Because of the number of complex plot elements the film has to cover, Domino hurtles along at breakneck speed. The movie begins at the end: Domino is bloodied, apparently under arrest and is being interviewed by the cold, bitchy Taryn Miles (Lucy Liu). Domino considers her upbringing in flashback and voiceover—conducted in Knightley’s fruity English tones down what seems to be a very poor telephone line—before moving onto her career as a bounty hunter, and finally the reason she’s sitting in the police station being interviewed by the FBI. Annoyingly, the film charges down a particular path only to shrug and admit that what the viewer is seeing on screen is only a possible reality before reversing and taking a different fork in the road and showing what reallyhappened.
Domino is stylishly shot by cinematographer Daniel Mindel in deep saturated colours and high contrast, but is filmed in a bewildering range of film speeds, so the movie speeds up, slows down, stutters, jerks and lopes along, which is fine for a music video, but spread relentlessly across the length of a movie begins to grate like fingernails down a blackboard.
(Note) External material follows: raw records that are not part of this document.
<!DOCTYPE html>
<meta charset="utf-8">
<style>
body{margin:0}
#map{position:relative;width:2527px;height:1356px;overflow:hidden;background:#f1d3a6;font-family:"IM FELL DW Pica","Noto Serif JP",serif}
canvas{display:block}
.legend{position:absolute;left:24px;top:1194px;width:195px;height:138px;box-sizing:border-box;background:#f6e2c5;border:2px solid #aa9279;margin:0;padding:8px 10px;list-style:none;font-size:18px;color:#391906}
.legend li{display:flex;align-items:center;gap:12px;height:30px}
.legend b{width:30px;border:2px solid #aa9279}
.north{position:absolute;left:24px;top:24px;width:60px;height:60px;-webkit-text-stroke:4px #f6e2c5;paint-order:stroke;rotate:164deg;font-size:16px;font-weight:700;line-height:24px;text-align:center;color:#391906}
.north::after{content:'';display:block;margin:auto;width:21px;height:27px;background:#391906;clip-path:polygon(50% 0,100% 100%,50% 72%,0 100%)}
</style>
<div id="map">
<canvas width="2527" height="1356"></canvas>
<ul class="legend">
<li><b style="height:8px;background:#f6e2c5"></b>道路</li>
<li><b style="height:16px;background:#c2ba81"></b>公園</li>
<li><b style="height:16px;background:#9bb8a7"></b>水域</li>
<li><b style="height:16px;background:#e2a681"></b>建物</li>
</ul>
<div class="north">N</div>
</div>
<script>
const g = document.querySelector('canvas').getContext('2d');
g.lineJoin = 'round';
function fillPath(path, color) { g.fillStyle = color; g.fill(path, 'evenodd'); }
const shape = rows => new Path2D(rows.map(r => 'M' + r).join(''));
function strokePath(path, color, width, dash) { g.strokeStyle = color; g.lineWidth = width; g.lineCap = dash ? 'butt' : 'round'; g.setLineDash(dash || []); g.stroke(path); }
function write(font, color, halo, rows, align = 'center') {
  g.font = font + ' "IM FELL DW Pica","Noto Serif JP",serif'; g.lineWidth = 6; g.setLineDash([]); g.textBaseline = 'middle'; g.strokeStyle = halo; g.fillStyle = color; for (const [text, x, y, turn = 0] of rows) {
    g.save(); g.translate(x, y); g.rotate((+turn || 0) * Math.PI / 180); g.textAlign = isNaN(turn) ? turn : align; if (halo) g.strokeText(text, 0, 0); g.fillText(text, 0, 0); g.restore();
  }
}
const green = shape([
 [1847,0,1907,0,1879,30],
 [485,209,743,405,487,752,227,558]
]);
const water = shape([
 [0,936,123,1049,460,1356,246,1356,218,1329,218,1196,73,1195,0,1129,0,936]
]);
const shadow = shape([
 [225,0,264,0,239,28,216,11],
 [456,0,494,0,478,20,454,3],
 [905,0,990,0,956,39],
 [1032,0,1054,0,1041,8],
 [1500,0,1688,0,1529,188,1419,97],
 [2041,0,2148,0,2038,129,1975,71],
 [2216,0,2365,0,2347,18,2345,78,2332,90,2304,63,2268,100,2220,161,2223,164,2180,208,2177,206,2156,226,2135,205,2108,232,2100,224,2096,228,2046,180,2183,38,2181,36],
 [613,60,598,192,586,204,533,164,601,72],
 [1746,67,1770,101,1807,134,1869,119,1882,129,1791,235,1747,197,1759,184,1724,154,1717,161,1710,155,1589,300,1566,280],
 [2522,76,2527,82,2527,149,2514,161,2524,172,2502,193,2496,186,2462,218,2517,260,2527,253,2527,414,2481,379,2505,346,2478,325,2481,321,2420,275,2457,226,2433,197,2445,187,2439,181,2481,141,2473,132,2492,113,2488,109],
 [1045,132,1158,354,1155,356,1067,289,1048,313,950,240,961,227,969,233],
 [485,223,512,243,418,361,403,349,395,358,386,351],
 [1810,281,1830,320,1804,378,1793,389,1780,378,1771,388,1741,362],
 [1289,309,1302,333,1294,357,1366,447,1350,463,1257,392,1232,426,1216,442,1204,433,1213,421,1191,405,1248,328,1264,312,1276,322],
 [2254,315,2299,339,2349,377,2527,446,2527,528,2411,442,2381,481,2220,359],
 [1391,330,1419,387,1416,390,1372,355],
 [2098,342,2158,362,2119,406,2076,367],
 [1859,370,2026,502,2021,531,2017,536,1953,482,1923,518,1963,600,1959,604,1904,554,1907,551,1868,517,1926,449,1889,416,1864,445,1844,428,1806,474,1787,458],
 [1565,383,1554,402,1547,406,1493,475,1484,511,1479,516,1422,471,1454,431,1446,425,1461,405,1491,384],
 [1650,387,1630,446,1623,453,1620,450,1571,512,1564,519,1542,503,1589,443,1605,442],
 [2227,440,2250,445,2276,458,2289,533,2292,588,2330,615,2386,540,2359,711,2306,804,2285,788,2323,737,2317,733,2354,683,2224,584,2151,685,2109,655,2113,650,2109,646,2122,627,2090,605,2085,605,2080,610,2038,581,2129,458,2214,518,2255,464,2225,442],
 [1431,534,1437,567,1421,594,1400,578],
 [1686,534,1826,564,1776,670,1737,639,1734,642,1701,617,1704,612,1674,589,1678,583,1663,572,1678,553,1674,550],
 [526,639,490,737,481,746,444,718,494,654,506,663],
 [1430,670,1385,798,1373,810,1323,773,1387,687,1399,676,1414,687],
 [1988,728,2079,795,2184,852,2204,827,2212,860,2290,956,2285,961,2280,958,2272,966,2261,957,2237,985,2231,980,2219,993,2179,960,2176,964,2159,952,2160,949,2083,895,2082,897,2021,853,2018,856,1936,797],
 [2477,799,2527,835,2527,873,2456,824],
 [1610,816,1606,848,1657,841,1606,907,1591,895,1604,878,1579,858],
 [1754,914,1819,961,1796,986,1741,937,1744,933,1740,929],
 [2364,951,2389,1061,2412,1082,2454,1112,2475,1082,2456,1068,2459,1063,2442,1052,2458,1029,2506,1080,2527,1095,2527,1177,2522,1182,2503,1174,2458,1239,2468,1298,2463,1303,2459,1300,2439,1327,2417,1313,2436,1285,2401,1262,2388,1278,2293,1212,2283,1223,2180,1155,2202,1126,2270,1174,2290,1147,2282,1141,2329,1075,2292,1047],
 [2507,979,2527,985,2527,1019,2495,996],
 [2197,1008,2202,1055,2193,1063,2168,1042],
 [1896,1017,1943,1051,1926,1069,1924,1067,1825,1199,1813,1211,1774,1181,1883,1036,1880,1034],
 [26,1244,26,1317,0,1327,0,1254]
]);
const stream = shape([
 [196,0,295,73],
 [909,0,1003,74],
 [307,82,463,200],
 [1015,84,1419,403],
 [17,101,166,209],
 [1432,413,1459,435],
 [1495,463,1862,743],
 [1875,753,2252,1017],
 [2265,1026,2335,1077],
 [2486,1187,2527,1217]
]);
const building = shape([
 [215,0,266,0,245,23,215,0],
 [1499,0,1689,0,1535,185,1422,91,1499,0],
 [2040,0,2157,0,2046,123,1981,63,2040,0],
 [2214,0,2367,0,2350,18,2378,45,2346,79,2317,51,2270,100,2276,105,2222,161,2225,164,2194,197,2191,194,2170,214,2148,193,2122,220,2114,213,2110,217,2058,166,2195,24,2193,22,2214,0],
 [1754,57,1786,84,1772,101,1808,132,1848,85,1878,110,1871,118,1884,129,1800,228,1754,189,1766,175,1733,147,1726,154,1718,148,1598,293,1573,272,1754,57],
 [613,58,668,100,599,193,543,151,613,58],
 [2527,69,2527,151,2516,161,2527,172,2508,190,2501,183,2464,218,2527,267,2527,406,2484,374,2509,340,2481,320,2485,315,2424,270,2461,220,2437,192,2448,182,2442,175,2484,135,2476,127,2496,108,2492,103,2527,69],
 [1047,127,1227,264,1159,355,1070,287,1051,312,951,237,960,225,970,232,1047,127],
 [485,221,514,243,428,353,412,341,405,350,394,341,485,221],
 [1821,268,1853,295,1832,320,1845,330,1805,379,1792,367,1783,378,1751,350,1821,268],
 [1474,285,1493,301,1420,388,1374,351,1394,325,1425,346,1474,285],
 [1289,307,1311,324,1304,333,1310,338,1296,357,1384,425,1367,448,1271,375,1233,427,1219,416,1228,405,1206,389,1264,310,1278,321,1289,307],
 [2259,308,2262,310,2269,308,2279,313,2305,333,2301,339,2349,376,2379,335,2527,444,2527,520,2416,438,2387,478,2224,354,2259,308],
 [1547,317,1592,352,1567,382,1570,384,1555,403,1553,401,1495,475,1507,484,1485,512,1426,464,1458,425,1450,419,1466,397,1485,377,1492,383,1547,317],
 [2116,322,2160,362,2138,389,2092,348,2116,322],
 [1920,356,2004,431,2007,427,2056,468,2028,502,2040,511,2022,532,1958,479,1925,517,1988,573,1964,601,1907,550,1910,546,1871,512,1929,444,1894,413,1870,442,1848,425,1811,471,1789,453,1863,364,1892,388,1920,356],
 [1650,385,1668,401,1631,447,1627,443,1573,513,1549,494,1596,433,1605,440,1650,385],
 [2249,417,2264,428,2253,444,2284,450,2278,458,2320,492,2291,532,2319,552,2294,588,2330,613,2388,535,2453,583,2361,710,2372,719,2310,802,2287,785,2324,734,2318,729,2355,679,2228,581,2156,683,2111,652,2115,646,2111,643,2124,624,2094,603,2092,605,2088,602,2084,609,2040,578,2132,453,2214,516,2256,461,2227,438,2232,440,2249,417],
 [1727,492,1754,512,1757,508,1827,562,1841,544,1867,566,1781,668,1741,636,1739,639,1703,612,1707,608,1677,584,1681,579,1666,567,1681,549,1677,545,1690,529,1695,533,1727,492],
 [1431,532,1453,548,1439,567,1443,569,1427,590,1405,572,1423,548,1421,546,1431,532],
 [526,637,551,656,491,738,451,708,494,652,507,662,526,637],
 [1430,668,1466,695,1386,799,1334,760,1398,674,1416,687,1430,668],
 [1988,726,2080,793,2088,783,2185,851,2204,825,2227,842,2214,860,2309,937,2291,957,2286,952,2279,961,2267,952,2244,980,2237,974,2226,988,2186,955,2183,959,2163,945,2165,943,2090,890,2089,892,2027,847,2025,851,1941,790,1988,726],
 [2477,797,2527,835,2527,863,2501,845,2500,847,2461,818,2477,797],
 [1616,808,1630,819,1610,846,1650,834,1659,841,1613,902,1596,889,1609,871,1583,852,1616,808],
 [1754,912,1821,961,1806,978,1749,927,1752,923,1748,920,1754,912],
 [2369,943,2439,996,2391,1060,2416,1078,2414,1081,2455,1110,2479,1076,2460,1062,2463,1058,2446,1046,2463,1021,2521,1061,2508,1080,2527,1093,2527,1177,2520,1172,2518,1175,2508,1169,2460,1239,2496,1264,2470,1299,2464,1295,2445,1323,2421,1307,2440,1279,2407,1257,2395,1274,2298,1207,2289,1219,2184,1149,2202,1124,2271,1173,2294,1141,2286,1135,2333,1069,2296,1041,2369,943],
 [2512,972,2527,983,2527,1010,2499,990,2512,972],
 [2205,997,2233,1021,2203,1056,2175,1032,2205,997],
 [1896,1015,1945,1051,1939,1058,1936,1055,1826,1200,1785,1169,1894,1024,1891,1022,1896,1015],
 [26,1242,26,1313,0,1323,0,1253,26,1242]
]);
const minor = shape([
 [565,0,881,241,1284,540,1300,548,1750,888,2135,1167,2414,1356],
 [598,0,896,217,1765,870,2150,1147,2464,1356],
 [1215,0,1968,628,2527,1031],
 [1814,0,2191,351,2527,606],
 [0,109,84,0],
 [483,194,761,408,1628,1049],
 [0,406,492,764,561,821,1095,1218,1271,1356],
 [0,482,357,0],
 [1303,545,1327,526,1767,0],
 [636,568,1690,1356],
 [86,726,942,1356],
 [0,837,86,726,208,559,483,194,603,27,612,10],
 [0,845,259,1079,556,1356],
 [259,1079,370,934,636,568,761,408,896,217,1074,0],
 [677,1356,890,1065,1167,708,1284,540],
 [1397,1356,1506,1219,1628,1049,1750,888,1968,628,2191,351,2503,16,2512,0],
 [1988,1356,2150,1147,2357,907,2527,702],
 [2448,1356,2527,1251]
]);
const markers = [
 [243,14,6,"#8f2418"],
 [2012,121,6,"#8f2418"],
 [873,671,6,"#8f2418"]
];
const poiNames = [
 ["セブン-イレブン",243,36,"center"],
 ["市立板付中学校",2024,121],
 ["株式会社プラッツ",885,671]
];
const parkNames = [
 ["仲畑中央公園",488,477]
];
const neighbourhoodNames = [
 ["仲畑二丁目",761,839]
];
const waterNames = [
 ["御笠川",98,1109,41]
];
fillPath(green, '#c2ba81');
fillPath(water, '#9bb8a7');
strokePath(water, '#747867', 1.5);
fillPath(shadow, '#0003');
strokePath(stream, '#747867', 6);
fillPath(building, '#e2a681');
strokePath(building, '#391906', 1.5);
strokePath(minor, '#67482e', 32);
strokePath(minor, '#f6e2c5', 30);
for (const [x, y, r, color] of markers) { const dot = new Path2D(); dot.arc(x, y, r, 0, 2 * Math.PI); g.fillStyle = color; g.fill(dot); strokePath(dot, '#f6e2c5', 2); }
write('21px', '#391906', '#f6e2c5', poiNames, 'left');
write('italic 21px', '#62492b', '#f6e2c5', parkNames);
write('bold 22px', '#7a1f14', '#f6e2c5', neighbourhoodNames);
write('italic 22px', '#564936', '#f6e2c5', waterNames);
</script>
The script allows for very little character development. All the actors do well with the material, despite playing one-note pastiches. Rourke plays Ed Mosbey, Domino’s grizzled boss and the sultry Edgar Ramirez plays Domino’s moody, vaguley psychotic, would-be lover and the third member of the bounty hunting team. Christopher Walken plays a TV producer following the trio around with his camera crew and presenters Ian Ziering and Brian Austin Green from Beverly Hills 90210 (playing themselves).
But the script introduces some unbelievable situations when it deviates from Domino’s real life story, the worst of which is a phone conversation with Claremont Williams (Delroy Lindo), the bounty hunters’ bail bondsman. The line breaks up and while Williams is saying “remove the sleeve from the right arm” of some guy they have tied up, Domino hears it as “remove… the right arm”. And without question—such as asking what the fuck this extreme act hopes to achieve—they do it. And with a shotgun. It’s simply a ridiculous, eye-rolling piece of contrivance that perhaps a more experienced screenwriter might have sidestepped, but Kelly, with only a single previous feature to his name (albeit, a superb feature) includes it without batting an eyelid.
Domino is an unsatisfying mess of a movie, more concerned with superficial gloss than character development. It’s a loud, shallow crowdpleaser that’s hard to recommend to anyone who really likes movies.